Exercise goal.
Gather each line in the entries that includes the string "transform".

Input for this task.

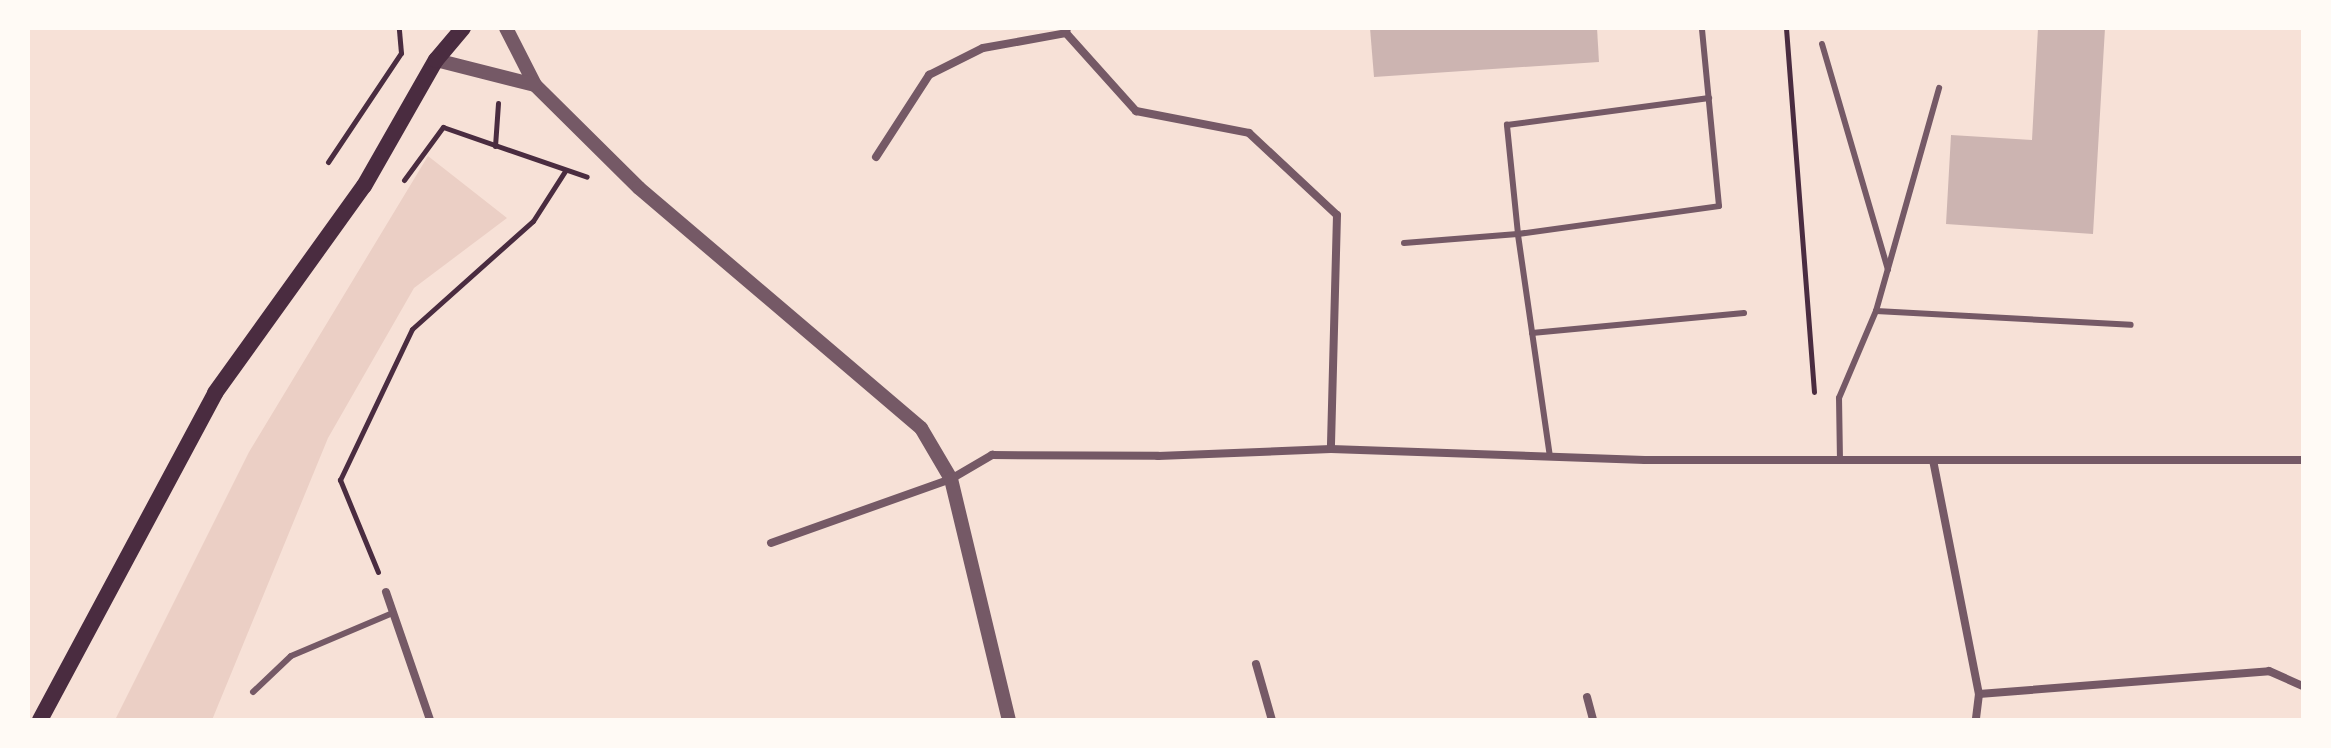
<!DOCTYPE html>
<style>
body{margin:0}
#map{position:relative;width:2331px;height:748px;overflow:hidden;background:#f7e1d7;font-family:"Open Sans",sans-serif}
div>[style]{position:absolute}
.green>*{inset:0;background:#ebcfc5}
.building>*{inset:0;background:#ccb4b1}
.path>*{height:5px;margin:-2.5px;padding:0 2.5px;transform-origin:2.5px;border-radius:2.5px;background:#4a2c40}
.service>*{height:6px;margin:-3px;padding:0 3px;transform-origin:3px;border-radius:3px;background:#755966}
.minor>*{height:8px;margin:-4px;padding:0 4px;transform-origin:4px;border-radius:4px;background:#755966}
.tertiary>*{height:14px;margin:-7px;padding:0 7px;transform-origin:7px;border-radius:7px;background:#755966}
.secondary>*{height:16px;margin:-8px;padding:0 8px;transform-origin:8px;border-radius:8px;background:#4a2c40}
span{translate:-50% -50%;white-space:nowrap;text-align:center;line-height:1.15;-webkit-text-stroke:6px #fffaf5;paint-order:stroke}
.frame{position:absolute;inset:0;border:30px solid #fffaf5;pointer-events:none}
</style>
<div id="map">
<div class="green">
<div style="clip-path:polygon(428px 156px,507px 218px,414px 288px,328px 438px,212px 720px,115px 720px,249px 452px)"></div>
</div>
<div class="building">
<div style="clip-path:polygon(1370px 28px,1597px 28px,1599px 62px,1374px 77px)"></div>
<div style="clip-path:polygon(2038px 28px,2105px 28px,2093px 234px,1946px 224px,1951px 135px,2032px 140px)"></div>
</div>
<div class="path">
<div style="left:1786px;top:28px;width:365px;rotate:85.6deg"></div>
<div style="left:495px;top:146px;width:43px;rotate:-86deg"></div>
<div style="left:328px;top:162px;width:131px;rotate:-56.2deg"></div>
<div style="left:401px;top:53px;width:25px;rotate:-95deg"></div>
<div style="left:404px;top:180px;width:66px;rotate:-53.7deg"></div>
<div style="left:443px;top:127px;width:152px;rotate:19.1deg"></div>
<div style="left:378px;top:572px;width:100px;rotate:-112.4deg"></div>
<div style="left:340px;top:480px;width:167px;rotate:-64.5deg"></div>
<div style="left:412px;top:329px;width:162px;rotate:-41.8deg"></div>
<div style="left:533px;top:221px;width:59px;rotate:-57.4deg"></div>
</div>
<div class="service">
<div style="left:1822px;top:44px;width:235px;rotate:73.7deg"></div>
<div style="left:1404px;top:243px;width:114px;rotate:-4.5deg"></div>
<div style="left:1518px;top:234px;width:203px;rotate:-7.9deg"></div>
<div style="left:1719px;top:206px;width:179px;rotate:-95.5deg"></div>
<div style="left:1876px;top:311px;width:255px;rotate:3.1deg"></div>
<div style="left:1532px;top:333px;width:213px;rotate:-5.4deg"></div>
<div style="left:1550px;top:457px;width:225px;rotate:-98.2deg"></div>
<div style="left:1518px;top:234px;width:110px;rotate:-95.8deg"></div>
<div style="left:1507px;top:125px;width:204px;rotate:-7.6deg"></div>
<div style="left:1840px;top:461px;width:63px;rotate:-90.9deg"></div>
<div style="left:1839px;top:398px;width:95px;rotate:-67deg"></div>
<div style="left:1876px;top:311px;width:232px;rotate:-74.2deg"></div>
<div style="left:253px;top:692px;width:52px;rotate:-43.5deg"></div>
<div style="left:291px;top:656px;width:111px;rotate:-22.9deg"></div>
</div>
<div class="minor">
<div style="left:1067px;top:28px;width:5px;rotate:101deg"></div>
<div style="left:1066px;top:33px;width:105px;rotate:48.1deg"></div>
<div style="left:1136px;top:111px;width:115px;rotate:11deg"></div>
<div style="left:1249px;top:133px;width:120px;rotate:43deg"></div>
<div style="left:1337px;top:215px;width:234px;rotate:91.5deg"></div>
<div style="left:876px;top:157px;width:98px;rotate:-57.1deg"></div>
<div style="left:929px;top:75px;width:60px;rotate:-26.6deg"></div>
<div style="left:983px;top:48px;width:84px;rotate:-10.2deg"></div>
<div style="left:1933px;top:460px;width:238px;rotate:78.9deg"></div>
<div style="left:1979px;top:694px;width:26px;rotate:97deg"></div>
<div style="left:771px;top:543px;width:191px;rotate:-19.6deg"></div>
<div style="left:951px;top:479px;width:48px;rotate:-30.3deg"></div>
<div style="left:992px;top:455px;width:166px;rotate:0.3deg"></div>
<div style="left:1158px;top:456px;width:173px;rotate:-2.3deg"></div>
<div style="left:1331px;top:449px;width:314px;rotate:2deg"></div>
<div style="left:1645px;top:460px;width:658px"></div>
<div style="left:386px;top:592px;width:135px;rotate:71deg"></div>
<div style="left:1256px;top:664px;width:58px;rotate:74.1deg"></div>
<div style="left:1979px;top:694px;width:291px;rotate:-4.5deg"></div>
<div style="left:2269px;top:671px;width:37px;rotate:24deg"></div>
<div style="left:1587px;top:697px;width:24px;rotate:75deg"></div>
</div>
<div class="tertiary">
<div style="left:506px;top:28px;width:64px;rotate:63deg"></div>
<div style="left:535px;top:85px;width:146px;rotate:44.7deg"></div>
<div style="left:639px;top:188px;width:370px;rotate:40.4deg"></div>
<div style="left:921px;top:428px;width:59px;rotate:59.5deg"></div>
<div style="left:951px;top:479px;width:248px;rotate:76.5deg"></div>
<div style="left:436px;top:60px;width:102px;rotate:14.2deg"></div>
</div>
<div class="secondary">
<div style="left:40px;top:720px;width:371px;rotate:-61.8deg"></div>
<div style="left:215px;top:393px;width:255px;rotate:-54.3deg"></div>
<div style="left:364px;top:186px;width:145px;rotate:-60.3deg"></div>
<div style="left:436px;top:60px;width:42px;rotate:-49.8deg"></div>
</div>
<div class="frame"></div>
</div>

Written response.
.path>*{height:5px;margin:-2.5px;padding:0 2.5px;transform-origin:2.5px;border-radius:2.5px;background:#4a2c40}
.service>*{height:6px;margin:-3px;padding:0 3px;transform-origin:3px;border-radius:3px;background:#755966}
.minor>*{height:8px;margin:-4px;padding:0 4px;transform-origin:4px;border-radius:4px;background:#755966}
.tertiary>*{height:14px;margin:-7px;padding:0 7px;transform-origin:7px;border-radius:7px;background:#755966}
.secondary>*{height:16px;margin:-8px;padding:0 8px;transform-origin:8px;border-radius:8px;background:#4a2c40}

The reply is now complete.